MAX FILES PER PROCESS PROBLEM - (nf)
preece at uicsl.UUCP
preece at uicsl.UUCP
Thu Dec 8 19:34:13 AEST 1983
#R:ccieng5:-19600:uicsl:12500018:000:1720
uicsl!preece Dec 5 08:48:00 1983
[The following response to my distribution sort example was received
by mail]
But your example helps make the point that many-file algorithms almost
certainly need to be replaced with better approaches. As soon as your
client for the "distribution sort of alphabetic records" notices that
the records filed under each letter are not sorted, he is likely to
ask for that obvious improvement. Then what do you do, insist on
using 26^N (where N ~ 10) open files? That is a disgusting sorting
scheme!
----------
The respondent has apparently not read volume 3 of Knuth. After applying the
distribution the individual sets can be sorted by whatever means and
concatenated (not merged), since they are ordered (that is each item in set
s is greater than each element in set s-1, less than each item in set s+1).

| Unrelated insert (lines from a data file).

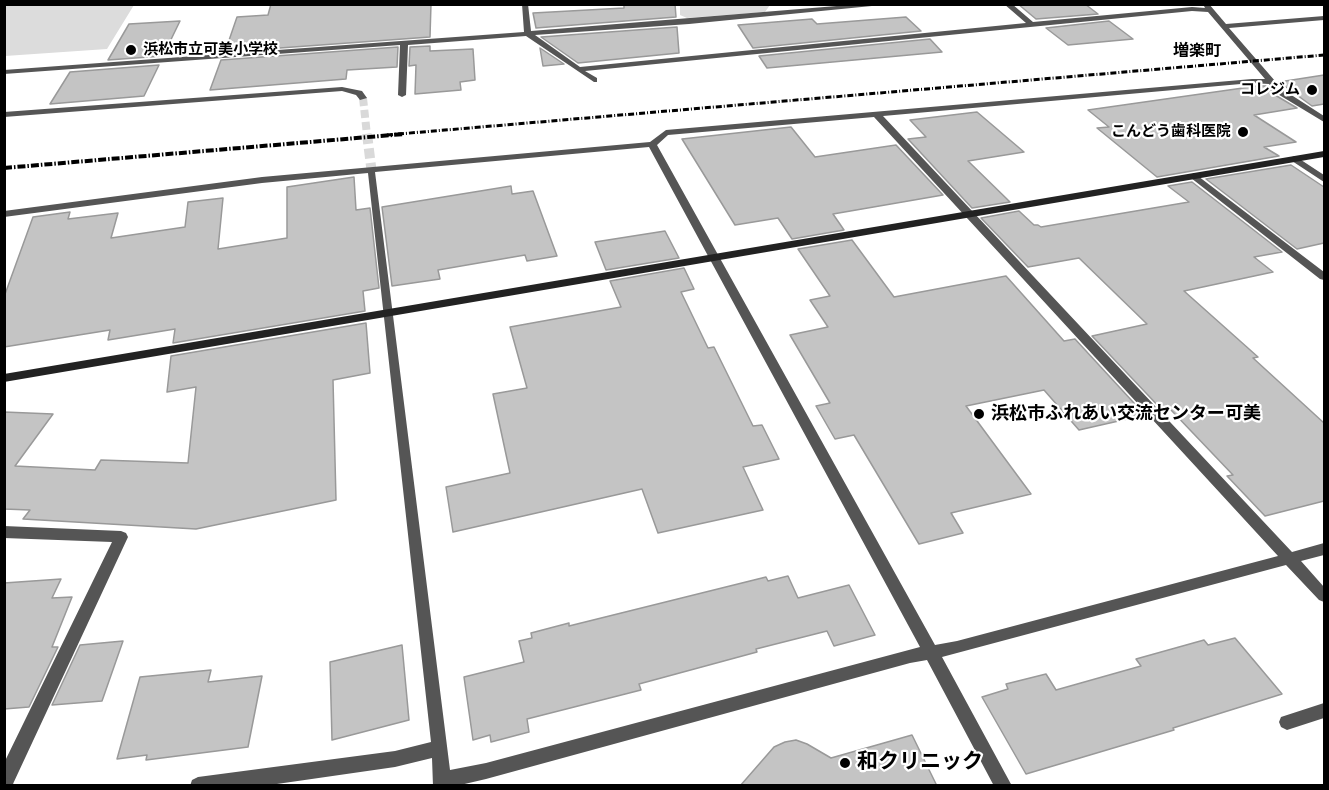 <!DOCTYPE html>
<html>
<head>
<meta charset="utf-8">
<style>
  body { margin:0 }
  #map { position:relative; width:1329px; height:790px; overflow:hidden; background:#fff; font-family:Poppins,sans-serif }
  canvas { display:block }
  .frame { position:absolute; inset:0; border:6px solid #000; pointer-events:none }
</style>
</head>
<body>
<div id="map">
<canvas width="1329" height="790"></canvas>
<div class="frame"></div>
</div>
<script>
const ctx = document.querySelector('canvas').getContext('2d');
ctx.lineJoin = 'round';
function paint(path, color) { ctx.fillStyle = color; ctx.fill(path, 'evenodd'); }
function trace(path, color, width, dash) { ctx.strokeStyle = color; ctx.lineWidth = width; ctx.lineCap = dash ? 'butt' : 'round'; ctx.setLineDash(dash || []); ctx.stroke(path); }
function label(font, color, halo, rows, align = 'center') {
  ctx.font = font + ' Poppins,"Noto Sans JP",sans-serif'; ctx.lineWidth = 4.5; ctx.setLineDash([]); ctx.textBaseline = 'middle'; ctx.strokeStyle = halo; ctx.fillStyle = color; for (const [text, x, y, turn = 0] of rows) {
    ctx.save(); ctx.translate(x, y); ctx.rotate((+turn || 0) * Math.PI / 180); ctx.textAlign = isNaN(turn) ? turn : align; if (halo) ctx.strokeText(text, 0, 0); ctx.fillText(text, 0, 0); ctx.restore();
  }
}
paint(new Path2D(`
  M5,4h129v1l-27,44 -102,7z
  M680,5h90l-5,7 -78,6 -7,-3z`), '#dcdcdc');
const building = new Path2D(`
  M271,4h160l-1,33 -205,15 12,-35 31,-2z
  M624,4h51l1,13 -140,11 -3,-15 91,-5z
  M1018,4h67l13,10 -62,5z
  M906,17l15,14 -168,17 -15,-23 74,-6 5,5z
  M180,21l-17,35 -55,4 21,-36z
  M1109,21l24,18 -65,6 -22,-17z
  M677,27l2,26 -101,10 -37,-26z
  M930,39l12,13 -175,16 -8,-12z
  M430,46v5l43,-2 2,31 -15,2 1,8 -46,4 1,-29 -7,1 1,-19z
  M398,47l-1,20 -50,3 -1,9 -136,11 11,-30z
  M540,48l24,16 -21,2z
  M159,65l-15,31 -94,8 20,-32z
  M1324,75v29l-12,2 -33,-24z
  M1257,86h11l7,9 22,13 -43,7 42,27 -32,5 15,9 -122,21 -60,-49 12,-1 -21,-17z
  M977,112l47,40 -56,9 42,41 -38,6 -64,-69 18,-2 -16,-17z
  M791,127l24,30 81,-12 47,50 -110,19 11,16 -52,9 -14,-21 -43,7 -53,-86z
  M1291,165l33,22v56l-27,6 -91,-70z
  M354,177l2,33 14,-2 9,80 -16,3 2,20 -192,32 2,-14 -67,11 2,-10 -106,17v-50l29,-80 37,-5 -2,7 50,-6 -7,25 74,-11 3,-25 35,-4 -5,51 69,-11v-51z
  M1192,182l90,70 -28,5 19,15 -89,19 74,66 -5,1 71,65v78l-59,15 -38,-40 6,-1 -62,-65 -8,1 -71,-75 55,-12 -68,-66 -51,9 -47,-49 38,-7 15,14h4l3,2 148,-25 -21,-16z
  M511,186l1,8 21,-3 24,65 -30,5 -2,-6 -87,15 2,9 -48,7 -10,-79z
  M665,231l14,27 -73,12 -11,-28z
  M852,240l42,57 112,-21 58,65 11,-2 70,76 -66,15 -35,-40 -78,16 65,88 -80,19 12,20 -44,11 -65,-109 -19,4 -19,-33 14,-3 -40,-68 38,-8 -18,-27 20,-4 -32,-47z
  M684,268l10,21 -13,3 27,56 6,-1 39,79 9,-1 17,34 -36,8 20,43 -105,23 -16,-44 -189,43 -7,-45 64,-14 -17,-79 34,-6 -17,-61 111,-20 -11,-26z
  M366,323l4,50 -37,7 3,120 -140,29 -173,-10 7,-9 -26,-1v-97l49,2 -38,52 80,4 6,-10 87,3 8,-76 -29,5 4,-36z
  M788,576l10,22 51,-13 26,50 -41,11 -7,-15 -71,18 1,3 -118,32 2,6 -114,29 2,13 -38,10 -1,-7 -17,5 -9,-63 60,-15 -5,-21 13,-3 -1,-5 38,-10v3l197,-49 2,4z
  M61,579l-9,19 20,-1 -20,50h6l-29,60 -25,2v-126z
  M1235,638l47,56 -109,34 1,2 -148,44 -44,-77 26,-8 -2,-5 40,-10 10,16 85,-24 -5,-7 68,-19 4,5z
  M123,641l-21,60 -50,4 28,-60z
  M402,645l7,75 -77,20 -2,-78z
  M211,670l-3,12 54,-6 -14,71 -102,13 1,-5 -30,4 23,-82z
  M912,735l25,51h-197l34,-39 11,-5 11,-2 11,4 24,14z`);
paint(building, '#c4c4c4');
trace(building, '#999', 1.5);
trace(new Path2D(`
  M363,98l4,37`), '#d9d9d9', 8, [8, 4]);
trace(new Path2D(`
  M367,134l5,40`), '#d9d9d9', 10, [10, 4.5]);
paint(new Path2D(`
  M4,526l117,5 5,2 2,4 -116,249h-8v-23l108,-221 -108,-4z`), '#555');
paint(new Path2D(`
  M522,4h6l3,27 330,-27h31l-203,20 -154,11 45,32 446,-44 -22,-19h8l21,18 159,-15 13,1 -2,-4h6l17,20 98,-8v4l-95,8 53,61 42,27v6l-48,-29 -7,-9 -17,-1 -369,33 409,436 32,-9v12l-23,6 23,26v15l-5,-2 -33,-35 -344,92 70,129h-18l-67,-126 -17,3 -424,116 -30,7h-23l-1,-28 -37,9 -132,19h-73l2,-6 6,-3 197,-26 36,-9 -63,-569 -106,10 -258,34v-6l258,-34 388,-35 16,-12 586,-51h13l-57,-67 -16,-1 -607,60 12,7v4h-3l-68,-46 -118,9 -2,50 -4,2 -4,-2 2,-50 -396,29v-4l520,-38zM874,117l404,439 -321,85 -22,4 -278,-500 11,-10zM649,147l271,500 -434,116 -36,7 -75,-598z
  M342,87l20,4 5,7 -7,2 -4,-5 -14,-4 -338,26v-5z
  M1295,156l29,19v7l-32,-21v-4z
  M1194,173l130,99v8l-4,-1 -129,-101 -2,-2z
  M1324,703v15l-37,12 -6,-3 -2,-5 2,-5z
  M4,777l8,3 2,6h-10z`), '#555');
paint(new Path2D(`
  M1324,151v6l-1320,225v-8z`), '#222');
trace(new Path2D(`
  M387,135l937,-80`), '#000', 3, [6, 2, 1, 2]);
trace(new Path2D(`
  M4,168l400,-34`), '#000', 4, [8, 2, 1.5, 2]);
for (const [x, y, r, color] of [
  [131,50,6,"#000"],
  [1312,90,6,"#000"],
  [1243,132,6,"#000"],
  [979,414,6,"#000"],
  [845,763,6,"#000"]
]) { const dot = new Path2D(); dot.arc(x, y, r, 0, 2 * Math.PI); ctx.fillStyle = color; ctx.fill(dot); trace(dot, '#fff', 2); }
label('bold 15px', '#000', '#fff', [
  ["浜松市立可美小学校",143,50,"left"],
  ["コレジム",1300,90],
  ["こんどう歯科医院",1231,132]
], 'right');
label('bold 16px', '#000', '#fff', [
  ["増楽町",1197,52]
]);
label('bold 18px', '#000', '#fff', [
  ["浜松市ふれあい交流センター可美",991,414]
], 'left');
label('bold 21px', '#000', '#fff', [
  ["和クリニック",857,763]
], 'left');
</script>
</body>
</html>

The idea of gaining sort speed by subdividing is well known; Quicksort is
an example of the method. Distribution sorting is convenient when the key
lends itself to distribution. It is also possible to sort by distribution
entirely by distributing on the least significant positions first,
concatenating, and moving on the next most significant, etc. This may
be familiar to you if you've ever sorted on a card sorting machine (most of
the net is probably too young to have had that particular experience).
With variable-length keys it may be convenient to distribute first by
length, so that short keys are skipped in until we get to the key positions
they include (my particular application is sorting text words for file
inversion).
At any rate, distribution sorting is well known and effective, the respondent
is apparently ignorant as well as abrasive.